BETWEEN THE GATE AND THE ROAD
It’s warmed up enough that with the snowplows and the salt, the roads are clear, asphalt unmarred by the winter white. Straight shot from their house, ten minutes to Brooktown and the entrance to the compound.
The church doesn’t have a sign. The driveway bends into the trees, hiding the fixed-up barn where they have services, the social hall, the preschool building, the garage, Earl’s house, the other outbuildings, behind that, paths cut through the woods, a swimming pond, a firing range, a campsite, but nothing you can see from the road. The only thing you can see from the road is the heavy steel gate. Enough room between that and the asphalt for Jessup to pull the van in. David John is already there, leaning on the gate, holding a football. The game ball, Jessup realizes. He’d left it in the truck. David John is not alone. He’s talking to his brother.
Earl saunters over, knocks on the glass. Jessup rolls down the window.
“Keep your mouth shut,” Earl says. “We’ll take care of it.”
“I didn’t do anything wrong.”
Earl’s eyes are like a hawk circling, a mouse scurrying in an open meadow, sharp talons, a missile headed to earth. They’ve got red-tailed hawks, osprey, peregrine falcons, kestrels, goshawks and others in upstate New York, more than a dozen different kinds of raptors. Golden eagles, bald eagles if you’re lucky, turkey vultures. Jessup read somewhere that a peregrine falcon can hit 150 miles an hour as it plummets to the ground, its prey never standing a chance. That’s what Earl looks like. He’s not missing anything.

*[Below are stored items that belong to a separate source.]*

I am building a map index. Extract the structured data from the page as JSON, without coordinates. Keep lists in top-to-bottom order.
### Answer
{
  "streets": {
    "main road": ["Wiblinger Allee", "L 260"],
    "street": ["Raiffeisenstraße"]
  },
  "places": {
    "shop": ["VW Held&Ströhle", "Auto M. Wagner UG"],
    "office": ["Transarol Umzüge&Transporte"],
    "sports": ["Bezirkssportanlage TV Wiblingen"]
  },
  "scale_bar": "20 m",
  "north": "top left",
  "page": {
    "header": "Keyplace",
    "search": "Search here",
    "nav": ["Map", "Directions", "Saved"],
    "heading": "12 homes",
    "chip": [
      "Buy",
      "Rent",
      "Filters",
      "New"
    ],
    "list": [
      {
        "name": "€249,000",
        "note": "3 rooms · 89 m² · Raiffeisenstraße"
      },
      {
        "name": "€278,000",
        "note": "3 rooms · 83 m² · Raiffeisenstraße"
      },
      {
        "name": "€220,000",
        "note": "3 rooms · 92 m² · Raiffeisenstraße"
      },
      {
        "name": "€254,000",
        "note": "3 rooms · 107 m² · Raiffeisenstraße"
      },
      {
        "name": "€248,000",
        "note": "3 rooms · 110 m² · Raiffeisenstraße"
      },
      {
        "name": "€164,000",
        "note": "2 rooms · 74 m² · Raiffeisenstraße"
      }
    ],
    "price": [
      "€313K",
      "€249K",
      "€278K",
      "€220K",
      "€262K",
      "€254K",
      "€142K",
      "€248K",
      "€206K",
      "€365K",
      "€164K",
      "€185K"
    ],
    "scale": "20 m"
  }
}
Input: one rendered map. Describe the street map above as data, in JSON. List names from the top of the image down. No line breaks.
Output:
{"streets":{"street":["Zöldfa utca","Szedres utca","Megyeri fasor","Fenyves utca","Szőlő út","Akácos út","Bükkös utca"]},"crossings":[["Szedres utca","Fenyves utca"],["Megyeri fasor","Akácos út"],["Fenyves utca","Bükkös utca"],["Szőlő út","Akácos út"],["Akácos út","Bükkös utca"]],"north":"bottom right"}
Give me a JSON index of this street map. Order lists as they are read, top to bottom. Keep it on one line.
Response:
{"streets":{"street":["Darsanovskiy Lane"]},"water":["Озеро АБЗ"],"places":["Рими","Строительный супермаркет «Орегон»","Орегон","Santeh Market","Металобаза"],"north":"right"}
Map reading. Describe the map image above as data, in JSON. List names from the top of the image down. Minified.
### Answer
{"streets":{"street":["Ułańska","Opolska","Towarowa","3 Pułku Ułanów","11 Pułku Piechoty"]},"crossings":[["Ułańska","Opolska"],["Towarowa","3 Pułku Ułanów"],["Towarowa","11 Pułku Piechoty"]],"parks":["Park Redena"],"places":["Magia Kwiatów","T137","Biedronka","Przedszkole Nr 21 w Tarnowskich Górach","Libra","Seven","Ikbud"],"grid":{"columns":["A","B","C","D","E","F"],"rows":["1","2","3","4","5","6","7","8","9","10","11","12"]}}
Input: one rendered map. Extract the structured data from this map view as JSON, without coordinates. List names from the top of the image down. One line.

Earl knocks on the door of the van with his knuckles. Knock, knock. Who’s there? The Big Bad Wolf. Let me in.
Jessup says it again. “I didn’t do anything wrong.”
Earl knocks again, says, “Exactly. Like I said, we’ll take care of it.” With his other hand, he holds something up for Jessup to see. The keys to Jessup’s pickup truck. Then they are gone, stuffed into Earl’s pocket. Disappeared.
Earl looks at David John. “And what does Hawkins know?”
“Doesn’t know about Jessup hitting Corson with the truck. None of that stuff. Knows about before and after, but not what actually happened.”
Earl nods. “Okay. Let’s keep it that way. But I’m going to need to tell Brandon.”
“What?” Jessup is alarmed. “No.”
Earl gives him a cold, even look. “He’s got money and he can get New York City lawyers involved in this. If he’d been aro
und when your brother and David John had their mix-up, things might have been different.” His cold look turns into something warmer, a laugh. “He’s smart, I’ll give you that. He’ll get us some good Jew lawyers. They’ll do anything if they get paid, and they’re the best money can buy. Now, you two go off and enjoy your day while I figure out how to take care of things.” Teeth, lips curled. “Trust me, Jessup.”
MOTION
David John holds the football on his lap. He’s quiet for the first mile. Jessup is quiet, too. Processing. He’s driving the van, but he feels like he isn’t going anywhere.
Finally, David John speaks. “He’s my brother. I had to tell him.”
Jessup feels like he’s supposed to answer, but David John didn’t ask him a question. Wants to tell his stepfather what it was like having Earl in the house while David John was gone. The same flat, dead eyes on his mother. Never said anything, did anything that Jessup could put his finger on. But still. His mother didn’t have a problem with her brother-in-law, and Jewel was always happy to see Uncle Earl, but there was something about the man that set Jessup on edge.
“You can use the van today and tomorrow.”
“I still think this was a bad idea. Getting rid of it just calls attention to things,” Jessup says.
“If anybody asks, tell them your truck broke down.” Which isn’t much of a stretch. It’s not much of an answer, either. “We’ll figure out the week later,” David John says, “see what happens with the cops.”
Jessup keeps the van steady. White lines cutting the blacktop, leading them into town.
“Hell, Jessup, why did you have to . . .” His voice is the voice of somebody who hasn’t slept in years, and it trails off into nothing, the tires thrumming against the road.